(Dataset entries)
########################################

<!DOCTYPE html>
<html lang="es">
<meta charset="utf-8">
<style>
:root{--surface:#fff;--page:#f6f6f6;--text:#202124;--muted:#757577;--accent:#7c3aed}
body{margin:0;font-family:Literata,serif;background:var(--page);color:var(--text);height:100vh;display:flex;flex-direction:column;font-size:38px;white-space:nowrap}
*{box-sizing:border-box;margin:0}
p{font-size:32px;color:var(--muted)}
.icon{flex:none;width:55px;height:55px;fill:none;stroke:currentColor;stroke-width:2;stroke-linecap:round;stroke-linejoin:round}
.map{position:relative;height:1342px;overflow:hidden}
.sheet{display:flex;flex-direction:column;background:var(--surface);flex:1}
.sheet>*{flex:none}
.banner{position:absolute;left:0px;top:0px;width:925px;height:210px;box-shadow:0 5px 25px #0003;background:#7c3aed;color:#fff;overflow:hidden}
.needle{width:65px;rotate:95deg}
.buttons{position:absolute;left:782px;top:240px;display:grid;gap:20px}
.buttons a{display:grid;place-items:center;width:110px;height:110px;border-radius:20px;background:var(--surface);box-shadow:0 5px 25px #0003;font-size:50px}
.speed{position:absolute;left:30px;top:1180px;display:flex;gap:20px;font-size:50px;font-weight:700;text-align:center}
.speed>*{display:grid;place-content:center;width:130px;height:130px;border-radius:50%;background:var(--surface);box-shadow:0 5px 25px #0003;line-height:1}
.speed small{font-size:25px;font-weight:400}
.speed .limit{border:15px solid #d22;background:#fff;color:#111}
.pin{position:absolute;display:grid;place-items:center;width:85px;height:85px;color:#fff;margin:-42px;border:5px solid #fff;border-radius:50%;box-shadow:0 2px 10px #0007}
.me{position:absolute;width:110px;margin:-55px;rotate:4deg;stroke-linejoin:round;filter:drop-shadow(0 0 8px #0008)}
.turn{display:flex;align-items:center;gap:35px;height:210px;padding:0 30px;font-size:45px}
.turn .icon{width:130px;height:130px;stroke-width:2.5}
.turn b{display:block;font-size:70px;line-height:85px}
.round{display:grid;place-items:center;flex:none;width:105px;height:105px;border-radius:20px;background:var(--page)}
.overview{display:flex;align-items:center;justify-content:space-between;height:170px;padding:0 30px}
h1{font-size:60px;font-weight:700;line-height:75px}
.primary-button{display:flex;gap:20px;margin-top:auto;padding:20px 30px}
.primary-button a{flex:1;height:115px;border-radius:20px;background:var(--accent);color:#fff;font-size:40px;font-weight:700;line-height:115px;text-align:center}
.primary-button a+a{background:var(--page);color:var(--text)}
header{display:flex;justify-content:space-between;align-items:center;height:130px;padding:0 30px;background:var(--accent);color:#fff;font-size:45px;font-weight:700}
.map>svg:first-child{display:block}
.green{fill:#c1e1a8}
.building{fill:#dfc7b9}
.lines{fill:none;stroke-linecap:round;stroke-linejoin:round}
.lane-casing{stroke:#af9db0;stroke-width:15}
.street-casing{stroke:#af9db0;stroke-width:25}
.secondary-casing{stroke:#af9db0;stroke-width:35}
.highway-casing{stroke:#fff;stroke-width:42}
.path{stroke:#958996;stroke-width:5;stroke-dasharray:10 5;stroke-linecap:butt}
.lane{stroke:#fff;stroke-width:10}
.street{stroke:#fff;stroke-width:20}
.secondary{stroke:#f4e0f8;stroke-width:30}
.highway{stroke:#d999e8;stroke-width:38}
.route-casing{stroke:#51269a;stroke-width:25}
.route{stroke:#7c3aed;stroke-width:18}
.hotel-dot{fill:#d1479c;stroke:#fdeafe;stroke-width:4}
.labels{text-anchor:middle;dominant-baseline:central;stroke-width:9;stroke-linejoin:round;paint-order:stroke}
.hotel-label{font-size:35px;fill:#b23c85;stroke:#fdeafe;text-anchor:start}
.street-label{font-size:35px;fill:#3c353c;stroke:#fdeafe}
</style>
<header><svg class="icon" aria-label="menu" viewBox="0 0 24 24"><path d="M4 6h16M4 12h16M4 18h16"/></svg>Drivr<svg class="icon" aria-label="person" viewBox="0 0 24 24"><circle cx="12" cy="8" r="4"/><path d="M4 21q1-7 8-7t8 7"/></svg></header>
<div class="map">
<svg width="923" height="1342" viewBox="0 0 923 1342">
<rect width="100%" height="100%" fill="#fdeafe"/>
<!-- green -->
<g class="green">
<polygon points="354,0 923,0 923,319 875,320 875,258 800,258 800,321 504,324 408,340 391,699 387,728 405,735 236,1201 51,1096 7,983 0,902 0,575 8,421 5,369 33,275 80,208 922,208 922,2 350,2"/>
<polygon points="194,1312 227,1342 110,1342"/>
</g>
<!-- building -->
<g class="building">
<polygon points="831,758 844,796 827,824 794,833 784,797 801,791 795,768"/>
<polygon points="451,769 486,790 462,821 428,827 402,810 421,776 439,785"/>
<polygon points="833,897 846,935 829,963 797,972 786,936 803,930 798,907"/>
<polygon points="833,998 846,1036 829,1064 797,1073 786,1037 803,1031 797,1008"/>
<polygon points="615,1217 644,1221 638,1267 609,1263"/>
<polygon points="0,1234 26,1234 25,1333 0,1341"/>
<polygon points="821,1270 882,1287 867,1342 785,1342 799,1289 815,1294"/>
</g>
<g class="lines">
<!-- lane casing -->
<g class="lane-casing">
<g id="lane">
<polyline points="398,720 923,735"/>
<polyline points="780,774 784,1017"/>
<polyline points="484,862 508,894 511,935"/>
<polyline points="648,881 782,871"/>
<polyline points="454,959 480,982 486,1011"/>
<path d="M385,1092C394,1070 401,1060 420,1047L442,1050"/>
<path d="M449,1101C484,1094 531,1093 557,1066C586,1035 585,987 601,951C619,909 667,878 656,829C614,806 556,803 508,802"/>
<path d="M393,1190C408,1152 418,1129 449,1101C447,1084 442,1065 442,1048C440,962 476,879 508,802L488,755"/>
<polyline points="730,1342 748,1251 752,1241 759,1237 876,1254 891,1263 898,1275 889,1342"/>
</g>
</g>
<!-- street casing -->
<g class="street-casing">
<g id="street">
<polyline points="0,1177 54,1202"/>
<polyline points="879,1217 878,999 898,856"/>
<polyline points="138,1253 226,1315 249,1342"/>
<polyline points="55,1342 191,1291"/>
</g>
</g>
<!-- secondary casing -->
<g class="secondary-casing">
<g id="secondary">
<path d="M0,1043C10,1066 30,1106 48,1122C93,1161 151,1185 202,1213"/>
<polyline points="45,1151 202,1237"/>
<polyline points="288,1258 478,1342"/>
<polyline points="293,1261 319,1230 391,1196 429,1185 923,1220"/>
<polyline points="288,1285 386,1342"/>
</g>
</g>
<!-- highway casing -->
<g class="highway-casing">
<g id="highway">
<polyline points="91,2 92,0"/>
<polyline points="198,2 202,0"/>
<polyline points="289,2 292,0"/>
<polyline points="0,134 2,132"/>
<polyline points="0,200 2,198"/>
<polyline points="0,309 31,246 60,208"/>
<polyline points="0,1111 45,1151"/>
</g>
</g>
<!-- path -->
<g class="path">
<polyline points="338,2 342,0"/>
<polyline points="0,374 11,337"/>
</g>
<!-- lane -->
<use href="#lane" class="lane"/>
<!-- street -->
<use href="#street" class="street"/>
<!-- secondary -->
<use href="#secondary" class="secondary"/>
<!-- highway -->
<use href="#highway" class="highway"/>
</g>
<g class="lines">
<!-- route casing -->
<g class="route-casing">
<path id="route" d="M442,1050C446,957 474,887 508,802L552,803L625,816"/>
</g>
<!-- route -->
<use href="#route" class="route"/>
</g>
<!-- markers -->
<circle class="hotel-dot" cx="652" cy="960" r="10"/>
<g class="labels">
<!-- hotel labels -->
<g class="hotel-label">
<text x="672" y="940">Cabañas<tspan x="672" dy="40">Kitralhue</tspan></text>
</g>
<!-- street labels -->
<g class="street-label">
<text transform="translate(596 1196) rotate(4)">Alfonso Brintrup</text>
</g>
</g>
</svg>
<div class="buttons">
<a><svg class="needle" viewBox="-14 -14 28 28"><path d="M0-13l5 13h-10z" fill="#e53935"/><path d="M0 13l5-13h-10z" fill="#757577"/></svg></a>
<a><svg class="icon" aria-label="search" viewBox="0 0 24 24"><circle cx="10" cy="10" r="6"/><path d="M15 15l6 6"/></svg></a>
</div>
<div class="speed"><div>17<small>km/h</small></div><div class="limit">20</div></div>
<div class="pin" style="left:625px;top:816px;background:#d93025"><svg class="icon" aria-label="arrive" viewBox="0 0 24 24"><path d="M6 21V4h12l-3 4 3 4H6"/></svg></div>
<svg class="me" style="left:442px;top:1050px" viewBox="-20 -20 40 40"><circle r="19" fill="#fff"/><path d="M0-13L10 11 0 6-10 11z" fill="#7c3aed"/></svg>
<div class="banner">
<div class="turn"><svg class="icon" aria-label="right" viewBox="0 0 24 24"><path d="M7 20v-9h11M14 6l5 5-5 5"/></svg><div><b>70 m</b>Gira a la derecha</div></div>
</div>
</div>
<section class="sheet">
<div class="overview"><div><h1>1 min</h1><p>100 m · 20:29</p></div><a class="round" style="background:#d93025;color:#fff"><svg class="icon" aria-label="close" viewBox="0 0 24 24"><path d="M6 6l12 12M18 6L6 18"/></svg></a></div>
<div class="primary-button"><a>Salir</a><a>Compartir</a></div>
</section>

########################################

WHAT THIS TASK INVOLVES
Write out every line in the data that holds the string "content".

ANSWER SPACE
.speed>*{display:grid;place-content:center;width:130px;height:130px;border-radius:50%;background:var(--surface);box-shadow:0 5px 25px #0003;line-height:1}
.overview{display:flex;align-items:center;justify-content:space-between;height:170px;padding:0 30px}
header{display:flex;justify-content:space-between;align-items:center;height:130px;padding:0 30px;background:var(--accent);color:#fff;font-size:45px;font-weight:700}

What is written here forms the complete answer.